Can the dollar collapse? What most people get wrong about the greenback

You’ve probably seen the headlines. Some TikTok "expert" is screaming about the end of the world because Saudi Arabia is selling oil in yuan, or maybe you’ve read a doom-and-gloom newsletter claiming the BRICS nations are about to launch a gold-backed currency that will turn your savings into confetti overnight. It’s scary stuff. Truly. But when we actually sit down and look at the plumbing of the global financial system, the question of can the dollar collapse becomes a lot less about a sudden explosion and a lot more about a slow, boring, decades-long erosion. Or, perhaps, no erosion at all.

Economics isn't physics.
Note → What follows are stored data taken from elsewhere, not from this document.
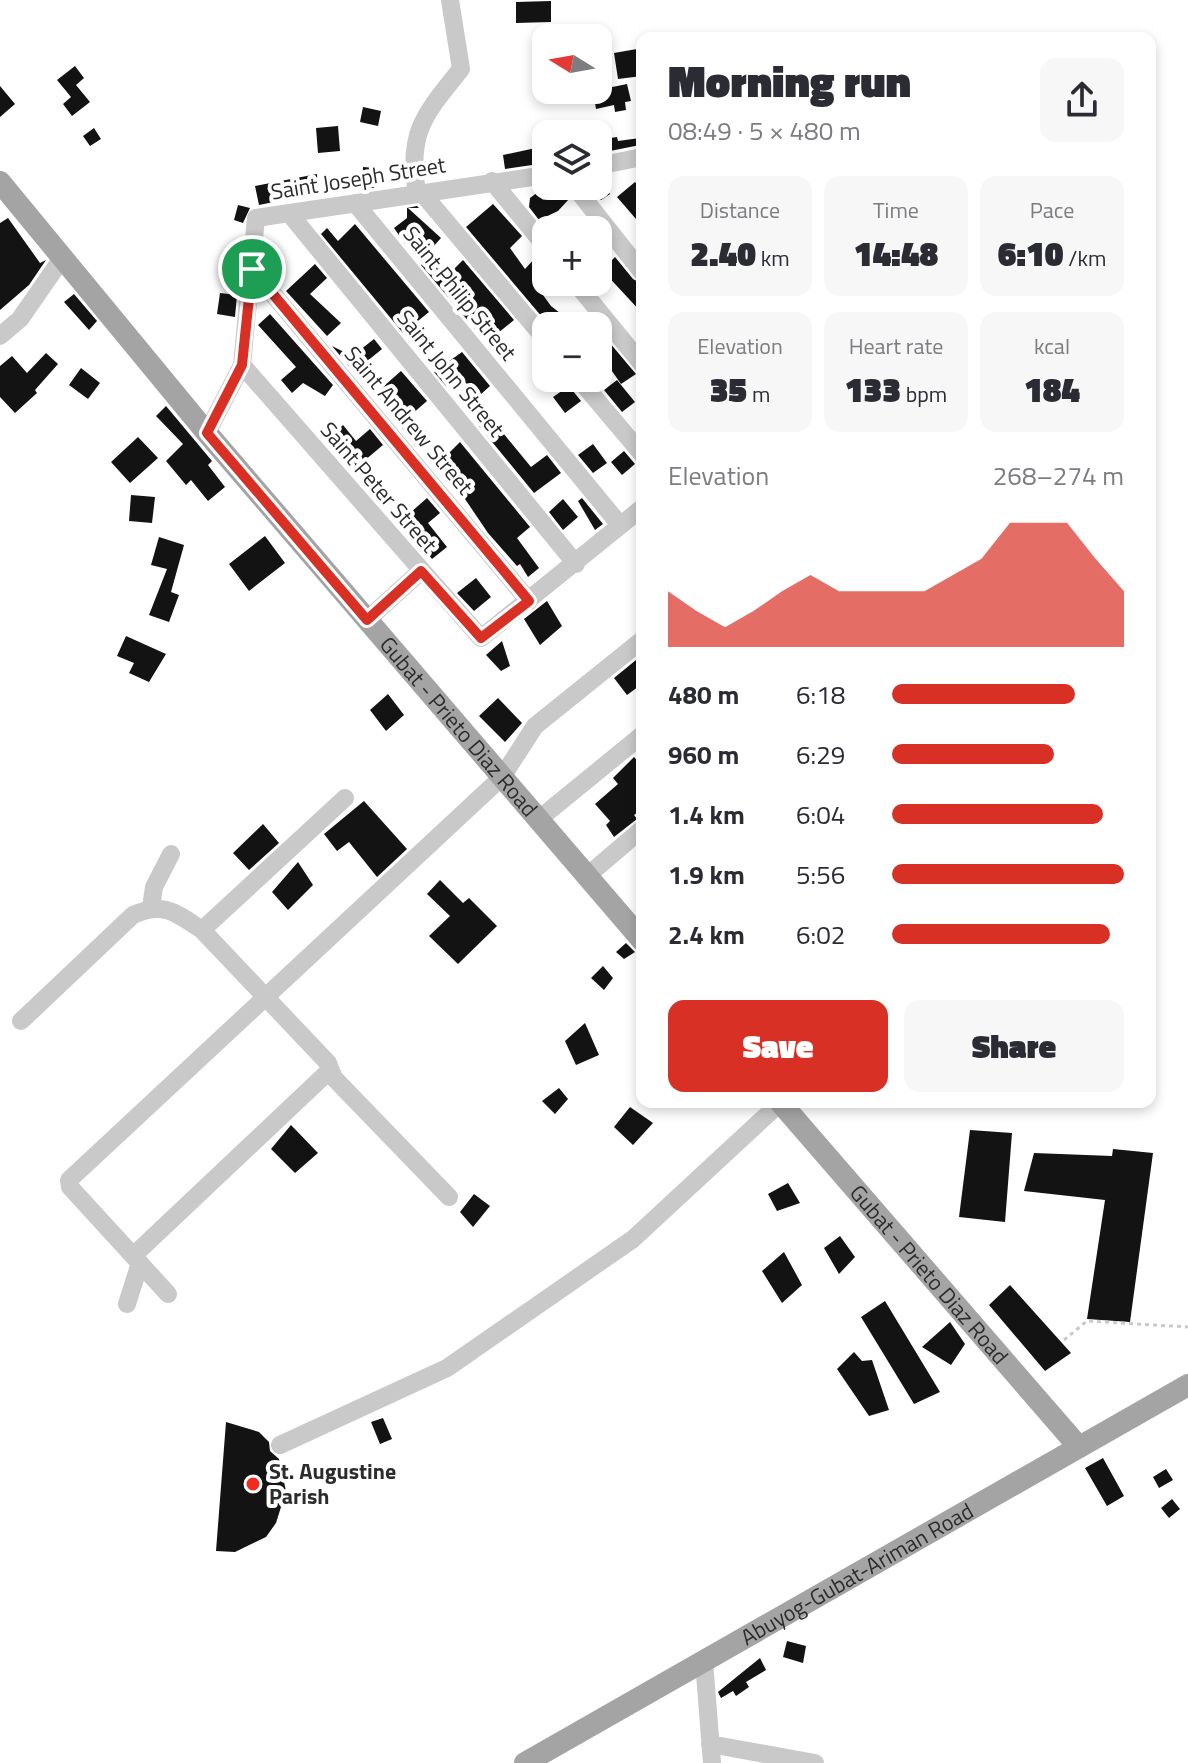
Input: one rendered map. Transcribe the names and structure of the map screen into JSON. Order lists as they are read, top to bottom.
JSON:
{
  "streets": {
    "main road": ["Gubat - Prieto Diaz Road", "Abuyog-Gubat-Ariman Road"],
    "street": [
      "Saint Joseph Street",
      "Saint Philip Street",
      "Saint John Street",
      "Saint Andrew Street",
      "Saint Peter Street"
    ]
  },
  "crossings": [
    ["Saint Joseph Street", "Saint Philip Street"],
    ["Saint Joseph Street", "Saint John Street"],
    ["Saint Joseph Street", "Saint Andrew Street"],
    ["Saint Joseph Street", "Saint Peter Street"],
    ["Saint Joseph Street", "Gubat - Prieto Diaz Road"],
    ["Saint Andrew Street", "Saint Peter Street"],
    ["Gubat - Prieto Diaz Road", "Abuyog-Gubat-Ariman Road"]
  ],
  "places": ["St. Augustine Parish"],
  "north": "left",
  "page": {
    "map_buttons": ["+", "−"],
    "heading": ["Morning run", "08:49 · 5 × 480 m"],
    "stats": [
      ["Distance", "2.40 km"],
      ["Time", "14:48"],
      ["Pace", "6:10 /km"],
      ["Elevation", "35 m"],
      ["Heart rate", "133 bpm"],
      ["kcal", "184"]
    ],
    "chart": ["Elevation", "268–274 m"],
    "list": [
      {
        "name": "480 m",
        "note": "6:18"
      },
      {
        "name": "960 m",
        "note": "6:29"
      },
      {
        "name": "1.4 km",
        "note": "6:04"
      },
      {
        "name": "1.9 km",
        "note": "5:56"
      },
      {
        "name": "2.4 km",
        "note": "6:02"
      }
    ],
    "buttons": ["Save", "Share"]
  }
}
There are no hard laws that say the U.S. dollar must remain the king of the hill forever. History is a graveyard of reserve currencies—the Dutch guilder, the British pound, the French livre. They all had their time in the sun. They all fell. So, is the dollar next?

The short answer is: maybe, but probably not the way you think.

The "Exorbitant Privilege" and why it sticks

The U.S. dollar is the world’s reserve currency. This gives the United States what former French Finance Minister Valéry Giscard d'Estaing famously called "exorbitant privilege." Basically, we can borrow money at lower rates because everyone needs our dollars to buy oil, copper, and electronics.

But why do they need them?

It's not just because we have the biggest military, though that helps. It's because the U.S. Treasury market is the deepest, most liquid pool of capital on the planet. If you are a central bank in Japan or Switzerland and you have $50 billion sitting around, you can't just put it under a mattress. You need to buy something safe that you can sell in a heartbeat if you need cash. U.S. Treasuries are that thing. There is simply no other market—not the Euro, not the Yen, and certainly not the Yuan—that can absorb that much money without the price swinging wildly.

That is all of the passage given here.